Guaranteed benefits Most annuity contracts have guaranteed benefits, such as a death benefit or living benefit. Some of these guaranteed benefits are included in the contract while others are optional riders that you sign up for when you buy the product. Many enhanced benefits require the policyholder to pay more in fees for the benefit. For an enhanced death benefit, for example, you may have to pay an additional 0.5% per year based on your contract value. If you have more than one guaranteed benefit on your policy, these fees can add up quickly. It is important to understand exactly what benefits you are buying and how much they will cost over the life of the contract.
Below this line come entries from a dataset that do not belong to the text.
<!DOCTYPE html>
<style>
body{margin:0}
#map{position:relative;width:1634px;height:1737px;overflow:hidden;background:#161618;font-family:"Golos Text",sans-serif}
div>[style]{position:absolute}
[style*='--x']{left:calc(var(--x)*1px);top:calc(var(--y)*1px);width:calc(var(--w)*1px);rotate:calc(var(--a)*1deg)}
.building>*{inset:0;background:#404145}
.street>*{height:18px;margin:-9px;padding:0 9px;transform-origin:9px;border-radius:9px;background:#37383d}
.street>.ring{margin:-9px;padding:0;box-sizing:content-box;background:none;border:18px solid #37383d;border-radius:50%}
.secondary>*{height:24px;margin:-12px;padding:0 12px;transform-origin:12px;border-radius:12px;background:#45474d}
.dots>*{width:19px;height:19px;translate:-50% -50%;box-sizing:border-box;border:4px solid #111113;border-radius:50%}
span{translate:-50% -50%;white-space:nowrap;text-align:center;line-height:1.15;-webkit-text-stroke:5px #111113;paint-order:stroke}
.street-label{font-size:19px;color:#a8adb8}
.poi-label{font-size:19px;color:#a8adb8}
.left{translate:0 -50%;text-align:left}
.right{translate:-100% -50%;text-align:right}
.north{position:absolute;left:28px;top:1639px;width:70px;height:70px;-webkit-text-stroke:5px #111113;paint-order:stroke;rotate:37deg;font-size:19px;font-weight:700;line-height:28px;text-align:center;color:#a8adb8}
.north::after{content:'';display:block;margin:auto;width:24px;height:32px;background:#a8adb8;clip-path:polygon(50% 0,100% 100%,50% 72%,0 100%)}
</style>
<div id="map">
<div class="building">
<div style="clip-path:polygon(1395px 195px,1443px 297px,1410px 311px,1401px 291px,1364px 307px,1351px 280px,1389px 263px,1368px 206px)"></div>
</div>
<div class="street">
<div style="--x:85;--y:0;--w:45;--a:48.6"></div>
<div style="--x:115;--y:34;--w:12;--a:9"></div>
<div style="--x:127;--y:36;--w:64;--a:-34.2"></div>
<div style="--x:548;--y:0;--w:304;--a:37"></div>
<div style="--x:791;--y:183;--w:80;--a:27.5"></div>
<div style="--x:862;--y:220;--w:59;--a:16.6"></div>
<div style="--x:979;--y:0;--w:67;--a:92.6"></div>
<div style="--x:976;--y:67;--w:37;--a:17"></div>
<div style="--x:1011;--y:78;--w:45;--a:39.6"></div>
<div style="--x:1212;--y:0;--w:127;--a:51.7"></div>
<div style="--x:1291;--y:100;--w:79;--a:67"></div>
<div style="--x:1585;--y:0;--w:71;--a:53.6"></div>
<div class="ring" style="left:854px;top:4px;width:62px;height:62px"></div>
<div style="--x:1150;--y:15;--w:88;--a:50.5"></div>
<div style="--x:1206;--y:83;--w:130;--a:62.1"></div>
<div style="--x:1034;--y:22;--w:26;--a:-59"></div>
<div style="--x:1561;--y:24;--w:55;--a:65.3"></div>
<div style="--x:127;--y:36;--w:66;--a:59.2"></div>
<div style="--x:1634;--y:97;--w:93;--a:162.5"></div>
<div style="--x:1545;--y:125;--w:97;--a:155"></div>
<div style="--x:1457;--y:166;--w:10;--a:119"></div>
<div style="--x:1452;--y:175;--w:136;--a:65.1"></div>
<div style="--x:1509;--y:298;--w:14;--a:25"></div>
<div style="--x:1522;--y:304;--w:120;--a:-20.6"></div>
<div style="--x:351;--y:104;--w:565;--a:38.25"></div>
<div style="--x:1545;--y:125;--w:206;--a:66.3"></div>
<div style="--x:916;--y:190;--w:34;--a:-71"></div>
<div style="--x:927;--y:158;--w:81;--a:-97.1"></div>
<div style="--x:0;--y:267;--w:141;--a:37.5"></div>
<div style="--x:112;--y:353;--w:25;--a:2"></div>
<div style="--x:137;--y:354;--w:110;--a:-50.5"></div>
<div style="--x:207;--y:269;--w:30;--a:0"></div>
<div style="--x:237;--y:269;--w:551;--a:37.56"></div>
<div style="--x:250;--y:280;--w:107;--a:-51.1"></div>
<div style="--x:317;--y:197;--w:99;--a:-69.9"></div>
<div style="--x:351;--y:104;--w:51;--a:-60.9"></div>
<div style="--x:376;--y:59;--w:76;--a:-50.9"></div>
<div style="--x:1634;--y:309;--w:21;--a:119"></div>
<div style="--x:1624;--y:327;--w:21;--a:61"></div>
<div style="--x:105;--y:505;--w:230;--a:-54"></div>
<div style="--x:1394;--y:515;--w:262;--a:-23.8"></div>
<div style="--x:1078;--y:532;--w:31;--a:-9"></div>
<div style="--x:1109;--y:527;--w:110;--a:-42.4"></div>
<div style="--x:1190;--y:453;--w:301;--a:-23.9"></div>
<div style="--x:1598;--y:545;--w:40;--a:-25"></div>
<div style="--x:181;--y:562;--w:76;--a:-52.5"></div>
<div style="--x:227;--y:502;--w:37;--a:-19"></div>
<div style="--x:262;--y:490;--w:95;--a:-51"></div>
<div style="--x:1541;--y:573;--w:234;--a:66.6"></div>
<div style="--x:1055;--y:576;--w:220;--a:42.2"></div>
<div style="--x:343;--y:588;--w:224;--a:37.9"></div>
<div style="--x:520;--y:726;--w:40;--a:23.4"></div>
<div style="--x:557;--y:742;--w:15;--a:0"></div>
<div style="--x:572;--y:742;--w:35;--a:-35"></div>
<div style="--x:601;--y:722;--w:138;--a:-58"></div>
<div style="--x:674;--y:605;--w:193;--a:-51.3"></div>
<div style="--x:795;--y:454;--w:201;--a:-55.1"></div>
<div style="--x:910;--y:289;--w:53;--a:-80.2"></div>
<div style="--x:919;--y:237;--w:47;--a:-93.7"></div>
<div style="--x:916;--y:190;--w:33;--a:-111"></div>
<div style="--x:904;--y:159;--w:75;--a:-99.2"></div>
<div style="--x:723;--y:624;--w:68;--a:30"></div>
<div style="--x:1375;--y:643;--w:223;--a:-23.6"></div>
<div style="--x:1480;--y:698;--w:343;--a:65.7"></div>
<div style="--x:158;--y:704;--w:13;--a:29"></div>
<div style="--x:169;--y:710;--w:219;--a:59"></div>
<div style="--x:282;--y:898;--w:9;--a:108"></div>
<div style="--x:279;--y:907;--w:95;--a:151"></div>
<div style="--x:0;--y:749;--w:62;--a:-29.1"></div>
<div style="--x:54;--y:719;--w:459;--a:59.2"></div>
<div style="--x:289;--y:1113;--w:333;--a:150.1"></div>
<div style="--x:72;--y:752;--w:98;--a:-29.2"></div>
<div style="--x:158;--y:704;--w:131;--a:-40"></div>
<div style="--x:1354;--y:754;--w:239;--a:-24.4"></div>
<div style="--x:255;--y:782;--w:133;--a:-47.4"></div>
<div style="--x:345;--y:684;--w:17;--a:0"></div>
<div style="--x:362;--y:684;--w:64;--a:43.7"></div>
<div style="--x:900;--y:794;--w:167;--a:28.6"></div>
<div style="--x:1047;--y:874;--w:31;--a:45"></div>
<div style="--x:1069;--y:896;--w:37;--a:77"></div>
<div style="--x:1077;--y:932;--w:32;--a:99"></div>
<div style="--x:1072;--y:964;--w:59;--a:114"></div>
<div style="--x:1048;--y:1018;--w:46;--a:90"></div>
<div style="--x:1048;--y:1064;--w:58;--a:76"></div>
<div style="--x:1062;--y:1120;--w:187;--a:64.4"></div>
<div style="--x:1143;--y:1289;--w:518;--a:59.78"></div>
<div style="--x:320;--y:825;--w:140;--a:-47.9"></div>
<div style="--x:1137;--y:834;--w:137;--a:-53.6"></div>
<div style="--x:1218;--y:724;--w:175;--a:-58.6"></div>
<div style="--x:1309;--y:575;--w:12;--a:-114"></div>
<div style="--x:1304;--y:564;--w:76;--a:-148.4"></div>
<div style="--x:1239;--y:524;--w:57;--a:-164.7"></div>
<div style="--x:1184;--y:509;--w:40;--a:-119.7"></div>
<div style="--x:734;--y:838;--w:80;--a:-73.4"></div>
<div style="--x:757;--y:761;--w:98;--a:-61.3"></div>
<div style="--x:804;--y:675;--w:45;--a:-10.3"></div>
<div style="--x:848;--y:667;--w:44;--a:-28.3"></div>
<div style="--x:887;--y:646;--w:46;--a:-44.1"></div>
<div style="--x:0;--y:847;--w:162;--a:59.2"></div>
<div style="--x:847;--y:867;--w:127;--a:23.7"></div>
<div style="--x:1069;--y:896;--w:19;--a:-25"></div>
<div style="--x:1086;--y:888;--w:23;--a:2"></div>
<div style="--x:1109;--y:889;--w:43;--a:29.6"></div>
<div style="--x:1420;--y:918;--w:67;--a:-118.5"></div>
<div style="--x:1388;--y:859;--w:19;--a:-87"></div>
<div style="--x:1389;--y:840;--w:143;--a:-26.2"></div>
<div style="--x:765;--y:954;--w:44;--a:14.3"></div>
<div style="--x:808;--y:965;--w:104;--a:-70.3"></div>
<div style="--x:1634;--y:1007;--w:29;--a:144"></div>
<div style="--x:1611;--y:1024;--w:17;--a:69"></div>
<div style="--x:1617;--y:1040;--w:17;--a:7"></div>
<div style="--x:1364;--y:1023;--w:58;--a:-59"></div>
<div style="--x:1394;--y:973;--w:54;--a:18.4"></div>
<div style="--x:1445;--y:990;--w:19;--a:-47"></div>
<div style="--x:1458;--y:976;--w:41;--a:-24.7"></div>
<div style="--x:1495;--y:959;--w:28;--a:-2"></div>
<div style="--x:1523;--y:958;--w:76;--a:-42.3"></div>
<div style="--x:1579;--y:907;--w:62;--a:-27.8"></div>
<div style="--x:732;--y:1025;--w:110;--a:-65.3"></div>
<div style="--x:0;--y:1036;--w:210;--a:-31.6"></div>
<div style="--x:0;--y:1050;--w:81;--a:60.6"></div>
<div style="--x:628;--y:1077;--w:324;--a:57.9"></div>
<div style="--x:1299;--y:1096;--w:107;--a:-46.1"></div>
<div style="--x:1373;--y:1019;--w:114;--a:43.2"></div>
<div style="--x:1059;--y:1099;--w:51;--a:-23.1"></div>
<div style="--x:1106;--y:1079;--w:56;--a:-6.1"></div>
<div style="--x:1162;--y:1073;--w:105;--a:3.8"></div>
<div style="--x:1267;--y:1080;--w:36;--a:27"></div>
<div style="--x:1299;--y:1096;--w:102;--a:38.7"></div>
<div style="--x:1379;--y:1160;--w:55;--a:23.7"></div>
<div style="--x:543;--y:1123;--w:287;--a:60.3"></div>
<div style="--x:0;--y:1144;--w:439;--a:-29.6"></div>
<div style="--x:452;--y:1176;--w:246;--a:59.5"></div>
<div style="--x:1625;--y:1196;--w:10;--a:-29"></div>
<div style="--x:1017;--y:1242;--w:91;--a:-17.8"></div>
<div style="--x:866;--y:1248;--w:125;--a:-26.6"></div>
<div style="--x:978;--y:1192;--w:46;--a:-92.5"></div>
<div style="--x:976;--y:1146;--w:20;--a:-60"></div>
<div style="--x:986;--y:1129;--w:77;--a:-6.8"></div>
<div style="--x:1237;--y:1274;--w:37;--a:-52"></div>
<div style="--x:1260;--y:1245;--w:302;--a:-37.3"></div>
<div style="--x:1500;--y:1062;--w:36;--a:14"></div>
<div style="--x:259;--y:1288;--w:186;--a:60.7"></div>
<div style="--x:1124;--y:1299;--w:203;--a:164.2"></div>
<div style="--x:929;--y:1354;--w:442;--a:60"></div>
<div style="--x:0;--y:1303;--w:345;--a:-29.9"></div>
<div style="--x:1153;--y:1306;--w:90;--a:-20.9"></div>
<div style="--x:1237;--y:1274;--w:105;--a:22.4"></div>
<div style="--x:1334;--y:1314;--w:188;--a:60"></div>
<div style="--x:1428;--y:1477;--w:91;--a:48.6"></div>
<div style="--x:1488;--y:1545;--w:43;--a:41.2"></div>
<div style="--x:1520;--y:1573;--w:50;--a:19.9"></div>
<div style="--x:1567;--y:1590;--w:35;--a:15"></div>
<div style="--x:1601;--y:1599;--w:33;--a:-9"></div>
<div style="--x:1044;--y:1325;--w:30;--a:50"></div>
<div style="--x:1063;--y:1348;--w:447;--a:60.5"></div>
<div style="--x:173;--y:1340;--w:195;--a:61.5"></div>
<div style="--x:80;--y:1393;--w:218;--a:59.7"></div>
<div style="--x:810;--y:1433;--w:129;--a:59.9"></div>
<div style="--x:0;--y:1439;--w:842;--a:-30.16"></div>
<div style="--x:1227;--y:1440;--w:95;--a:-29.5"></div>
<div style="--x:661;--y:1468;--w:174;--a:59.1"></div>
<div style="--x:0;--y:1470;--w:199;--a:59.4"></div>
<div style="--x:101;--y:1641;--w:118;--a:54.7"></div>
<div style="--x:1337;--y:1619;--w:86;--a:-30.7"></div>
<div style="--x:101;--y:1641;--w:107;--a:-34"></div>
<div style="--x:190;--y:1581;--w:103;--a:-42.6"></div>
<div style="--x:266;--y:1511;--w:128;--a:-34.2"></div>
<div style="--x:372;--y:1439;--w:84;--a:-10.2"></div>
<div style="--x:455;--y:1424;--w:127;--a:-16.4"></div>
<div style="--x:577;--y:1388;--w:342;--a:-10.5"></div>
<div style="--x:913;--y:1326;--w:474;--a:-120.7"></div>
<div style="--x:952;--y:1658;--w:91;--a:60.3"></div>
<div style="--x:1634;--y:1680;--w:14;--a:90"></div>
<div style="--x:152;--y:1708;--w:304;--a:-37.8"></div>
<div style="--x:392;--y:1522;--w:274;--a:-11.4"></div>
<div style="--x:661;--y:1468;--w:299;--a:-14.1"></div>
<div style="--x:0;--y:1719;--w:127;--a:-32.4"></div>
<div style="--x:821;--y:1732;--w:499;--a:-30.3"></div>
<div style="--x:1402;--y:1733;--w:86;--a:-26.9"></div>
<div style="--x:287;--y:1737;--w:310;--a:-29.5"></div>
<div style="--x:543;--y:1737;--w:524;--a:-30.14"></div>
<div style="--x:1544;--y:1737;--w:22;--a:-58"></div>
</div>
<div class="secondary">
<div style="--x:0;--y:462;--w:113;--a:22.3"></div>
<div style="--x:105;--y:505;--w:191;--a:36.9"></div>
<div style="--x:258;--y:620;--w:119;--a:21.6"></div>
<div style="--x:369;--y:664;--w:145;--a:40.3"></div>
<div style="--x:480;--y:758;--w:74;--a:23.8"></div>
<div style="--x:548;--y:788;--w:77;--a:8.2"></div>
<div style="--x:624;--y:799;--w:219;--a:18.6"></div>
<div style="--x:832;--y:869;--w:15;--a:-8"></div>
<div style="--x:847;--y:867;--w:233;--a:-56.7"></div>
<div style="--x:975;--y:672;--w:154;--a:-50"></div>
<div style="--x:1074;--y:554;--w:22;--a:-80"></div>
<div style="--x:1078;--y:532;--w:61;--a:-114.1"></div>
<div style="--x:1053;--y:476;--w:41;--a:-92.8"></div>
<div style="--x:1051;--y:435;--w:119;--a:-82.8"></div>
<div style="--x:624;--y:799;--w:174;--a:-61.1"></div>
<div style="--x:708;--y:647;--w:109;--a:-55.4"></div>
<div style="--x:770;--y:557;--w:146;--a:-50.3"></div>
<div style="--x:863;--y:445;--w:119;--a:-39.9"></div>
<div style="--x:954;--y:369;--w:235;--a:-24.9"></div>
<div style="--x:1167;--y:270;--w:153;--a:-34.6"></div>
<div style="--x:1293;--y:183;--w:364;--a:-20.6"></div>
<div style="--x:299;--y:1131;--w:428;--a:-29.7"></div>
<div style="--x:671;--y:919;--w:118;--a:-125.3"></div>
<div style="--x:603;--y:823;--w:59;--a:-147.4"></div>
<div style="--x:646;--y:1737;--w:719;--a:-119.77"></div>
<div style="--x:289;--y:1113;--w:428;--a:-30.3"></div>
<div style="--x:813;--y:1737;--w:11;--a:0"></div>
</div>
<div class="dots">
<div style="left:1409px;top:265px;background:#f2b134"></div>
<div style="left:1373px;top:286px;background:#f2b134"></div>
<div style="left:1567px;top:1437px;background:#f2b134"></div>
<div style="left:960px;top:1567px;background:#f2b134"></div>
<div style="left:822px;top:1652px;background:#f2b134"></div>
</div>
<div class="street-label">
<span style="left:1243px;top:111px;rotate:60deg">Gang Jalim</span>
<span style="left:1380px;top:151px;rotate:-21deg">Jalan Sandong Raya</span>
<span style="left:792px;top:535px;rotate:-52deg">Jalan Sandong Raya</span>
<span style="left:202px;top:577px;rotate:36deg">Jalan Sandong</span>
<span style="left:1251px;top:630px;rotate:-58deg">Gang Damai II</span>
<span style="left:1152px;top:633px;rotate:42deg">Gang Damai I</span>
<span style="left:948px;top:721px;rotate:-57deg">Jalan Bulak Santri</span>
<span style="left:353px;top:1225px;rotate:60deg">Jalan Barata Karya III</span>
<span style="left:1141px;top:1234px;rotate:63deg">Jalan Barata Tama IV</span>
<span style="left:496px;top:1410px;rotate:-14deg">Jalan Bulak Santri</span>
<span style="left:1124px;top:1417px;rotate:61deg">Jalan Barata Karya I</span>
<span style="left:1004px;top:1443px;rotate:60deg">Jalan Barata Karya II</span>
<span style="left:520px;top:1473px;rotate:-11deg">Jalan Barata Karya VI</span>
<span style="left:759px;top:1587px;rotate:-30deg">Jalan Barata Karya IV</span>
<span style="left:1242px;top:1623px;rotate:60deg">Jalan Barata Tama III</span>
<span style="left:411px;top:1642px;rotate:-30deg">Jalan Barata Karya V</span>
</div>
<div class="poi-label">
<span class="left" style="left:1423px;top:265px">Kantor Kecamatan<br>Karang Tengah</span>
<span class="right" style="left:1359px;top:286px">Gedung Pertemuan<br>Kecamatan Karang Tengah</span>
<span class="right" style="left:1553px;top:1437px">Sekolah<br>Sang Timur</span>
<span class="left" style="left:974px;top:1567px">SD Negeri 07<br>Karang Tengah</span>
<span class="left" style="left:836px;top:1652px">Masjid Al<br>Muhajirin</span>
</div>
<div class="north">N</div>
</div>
Avoids Probate If you name a beneficiary (other than your estate), the death benefit on your policy will be paid directly to that person or entity and avoid the probate process. Your beneficiary may be able to take a lump sum distribution of the benefit or possibly spread the payments out over years. Unlike life insurance, annuities are taxable to the beneficiary. Annuity proceeds are taxable as ordinary income, and your beneficiary may have limited options for spreading out the tax liability over multiple years. If you are buying an annuity to pass along a death benefit to your beneficiaries, it is important to find out what options they may have with the account. The options may vary depending upon the type of beneficiary named on the policy (e.g., spouse, trust, children, etc.).
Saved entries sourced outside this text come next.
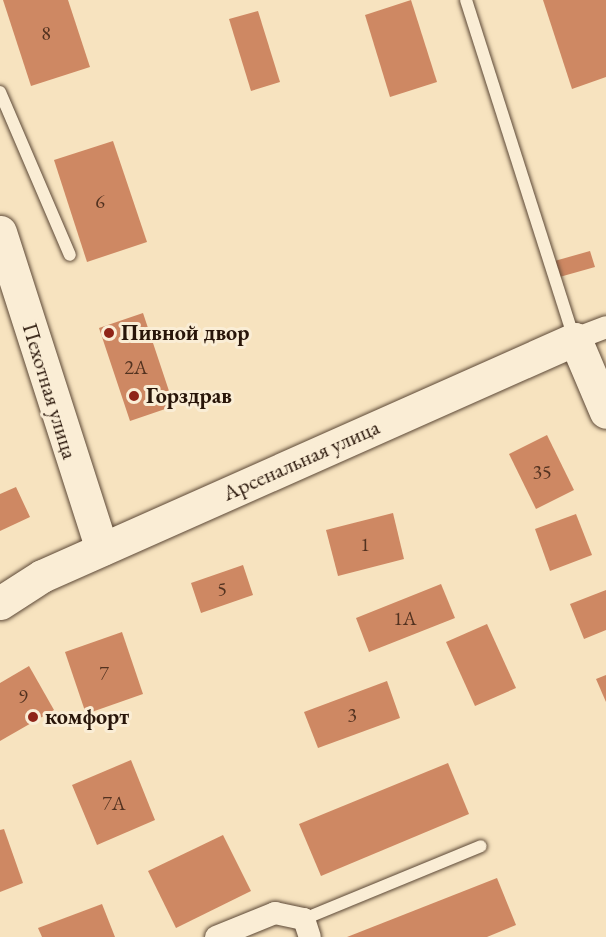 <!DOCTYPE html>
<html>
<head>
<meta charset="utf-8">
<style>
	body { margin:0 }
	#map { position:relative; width:606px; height:937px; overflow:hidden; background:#f7e3bf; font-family:"EB Garamond",serif }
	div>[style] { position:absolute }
	.building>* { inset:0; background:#ce8863 }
	.roads { filter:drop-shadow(0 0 2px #5c4836) drop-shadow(0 0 2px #5c4836) }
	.lane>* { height:12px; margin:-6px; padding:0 6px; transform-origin:6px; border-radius:6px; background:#faedd5 }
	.street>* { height:22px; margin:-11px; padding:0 11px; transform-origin:11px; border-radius:11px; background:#faedd5 }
	.secondary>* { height:33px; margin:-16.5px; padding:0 16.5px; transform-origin:16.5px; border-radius:16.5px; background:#faedd5 }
	.dots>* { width:16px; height:16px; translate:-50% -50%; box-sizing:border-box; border:3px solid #faedd5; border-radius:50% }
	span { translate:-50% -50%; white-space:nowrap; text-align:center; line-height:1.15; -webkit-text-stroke:6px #faedd5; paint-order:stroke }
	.number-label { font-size:20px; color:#523220 }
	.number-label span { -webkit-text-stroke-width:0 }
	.poi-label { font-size:22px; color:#281509; font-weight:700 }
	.left { translate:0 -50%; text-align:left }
	.street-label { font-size:22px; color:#281509 }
</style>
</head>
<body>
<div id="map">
	<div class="building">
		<div style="clip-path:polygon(3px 0,68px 0,90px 67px,31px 86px)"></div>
		<div style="clip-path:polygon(411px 0,437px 82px,390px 97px,365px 15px)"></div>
		<div style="clip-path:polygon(543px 0,606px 0,606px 77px,572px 89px)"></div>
		<div style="clip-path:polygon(258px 11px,280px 82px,251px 91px,229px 19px)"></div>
		<div style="clip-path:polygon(113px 141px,147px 242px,87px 262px,54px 160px)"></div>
		<div style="clip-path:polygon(590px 251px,595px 267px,556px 278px,551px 262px)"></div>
		<div style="clip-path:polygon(143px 313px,174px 406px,130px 421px,99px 328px)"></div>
		<div style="clip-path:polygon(547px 435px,574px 490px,536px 509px,509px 454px)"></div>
		<div style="clip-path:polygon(16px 487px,30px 517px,0 531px,0 494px)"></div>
		<div style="clip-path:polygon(393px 513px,404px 559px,338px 576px,326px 530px)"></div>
		<div style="clip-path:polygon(576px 514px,592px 555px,550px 571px,535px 529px)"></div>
		<div style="clip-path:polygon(243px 565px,253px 595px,201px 613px,191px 583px)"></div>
		<div style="clip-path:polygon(441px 584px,455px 618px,369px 652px,356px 618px)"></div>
		<div style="clip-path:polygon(606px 590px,606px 630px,584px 639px,570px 604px)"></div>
		<div style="clip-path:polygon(487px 624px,516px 688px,475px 706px,446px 642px)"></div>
		<div style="clip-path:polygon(122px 632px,143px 694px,86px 714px,65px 652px)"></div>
		<div style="clip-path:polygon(29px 666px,54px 710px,0 741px,0 683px)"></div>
		<div style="clip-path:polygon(606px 675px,606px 702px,596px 679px)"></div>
		<div style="clip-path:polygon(387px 681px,400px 718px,318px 748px,304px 712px)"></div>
		<div style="clip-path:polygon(131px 760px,155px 820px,97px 845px,72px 785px)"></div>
		<div style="clip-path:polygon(448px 763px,469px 814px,321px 876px,299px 824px)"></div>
		<div style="clip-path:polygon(4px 829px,23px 883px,0 892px,0 830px)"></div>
		<div style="clip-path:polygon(223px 835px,251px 891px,176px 928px,148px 871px)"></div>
		<div style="clip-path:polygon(497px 878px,516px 925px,487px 937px,347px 937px)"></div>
		<div style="clip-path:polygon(102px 904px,115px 937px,42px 937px,38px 928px)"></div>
	</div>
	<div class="roads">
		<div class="lane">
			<div style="left:466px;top:0;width:355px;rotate:72.3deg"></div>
			<div style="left:0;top:92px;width:177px;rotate:66.8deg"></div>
			<div style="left:304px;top:919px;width:191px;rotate:-22.4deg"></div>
		</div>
		<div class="street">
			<div style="left:575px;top:339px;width:33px;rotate:-21deg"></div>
			<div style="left:216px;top:937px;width:64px;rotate:-22.1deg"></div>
			<div style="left:275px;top:913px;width:30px;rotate:12deg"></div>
			<div style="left:304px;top:919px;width:19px;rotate:72deg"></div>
		</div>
		<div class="secondary">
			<div style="left:0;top:232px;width:333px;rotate:72.2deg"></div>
			<div style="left:0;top:603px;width:50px;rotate:-32.7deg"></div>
			<div style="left:42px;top:576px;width:583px;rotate:-23.97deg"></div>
			<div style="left:575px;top:339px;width:79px;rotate:67deg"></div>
		</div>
	</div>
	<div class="dots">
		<div style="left:109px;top:333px;background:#8f2418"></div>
		<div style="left:134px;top:396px;background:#8f2418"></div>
		<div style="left:33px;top:717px;background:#8f2418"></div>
	</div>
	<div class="number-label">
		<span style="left:46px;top:33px">8</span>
		<span style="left:100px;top:201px">6</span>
		<span style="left:136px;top:367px">2А</span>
		<span style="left:542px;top:472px">35</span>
		<span style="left:365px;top:544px">1</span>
		<span style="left:222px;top:589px">5</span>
		<span style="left:405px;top:618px">1А</span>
		<span style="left:104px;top:673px">7</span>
		<span style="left:23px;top:696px">9</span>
		<span style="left:352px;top:715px">3</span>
		<span style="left:114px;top:803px">7А</span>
	</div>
	<div class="poi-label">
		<span class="left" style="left:121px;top:333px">Пивной двор</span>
		<span class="left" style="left:146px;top:396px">Горздрав</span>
		<span class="left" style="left:45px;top:717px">комфорт</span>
	</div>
	<div class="street-label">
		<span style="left:50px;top:391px;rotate:73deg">Пехотная улица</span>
		<span style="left:301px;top:460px;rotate:-24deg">Арсенальная улица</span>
	</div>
</div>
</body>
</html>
Premium Bonuses Some annuity contracts offer a premium bonus, which is an additional credit to the first year premium, apart from the rate of return. For example, if your policy offers a 5% premium bonus and you invest $100,000, you will receive an additional $5,000 credited to your policy. Most bonus annuities require that the policy be in force (i.e., open) for a number of years before the bonus is vested (i.e., fully available to you). This period can be up to the length of the contract term, so it is important to understand when you are able to access those funds. In addition, some bonuses are not just credited to the current policy value; you may be required to annuitize your contract to receive the benefit. If you are considering a bonus annuity, ask if there are any limitations on how the bonus is applied to your contract.

Rollovers and 1035 Exchanges

(also called replacements)

The current tax code allows annuity owners to transfer their annuities from one product to another, under certain circumstances, without incurring any tax liability. Liquidating an existing annuity contract and transferring it to a new one should be undertaken with caution. Your original contract could still be subject to surrender charges that would be assessed at the time of transfer and any enhanced benefits will be lost (e.g., a guaranteed death benefit). If you have been paying for additional guaranteed benefits on your old policy, you are losing both the benefit and the fees you paid to have that benefit at the time of the transfer. It is important to understand what you are giving up and to make sure that the new contract is appropriate for you. Bonus annuities are sometimes pitched as a way to “make up” for surrender charges that you are paying for the transfer. As discussed above, bonuses often have strings attached, so it is critical to understand if this bonus is really making up for your losses. Insurance companies selling annuities through insurance agents pay commissions on each sale, so remember that each time an annuity is moved from one product to another, the agent makes money. You should carefully evaluate whether the proposed replacement is really a good idea for you and not rely only on what an agent is telling you.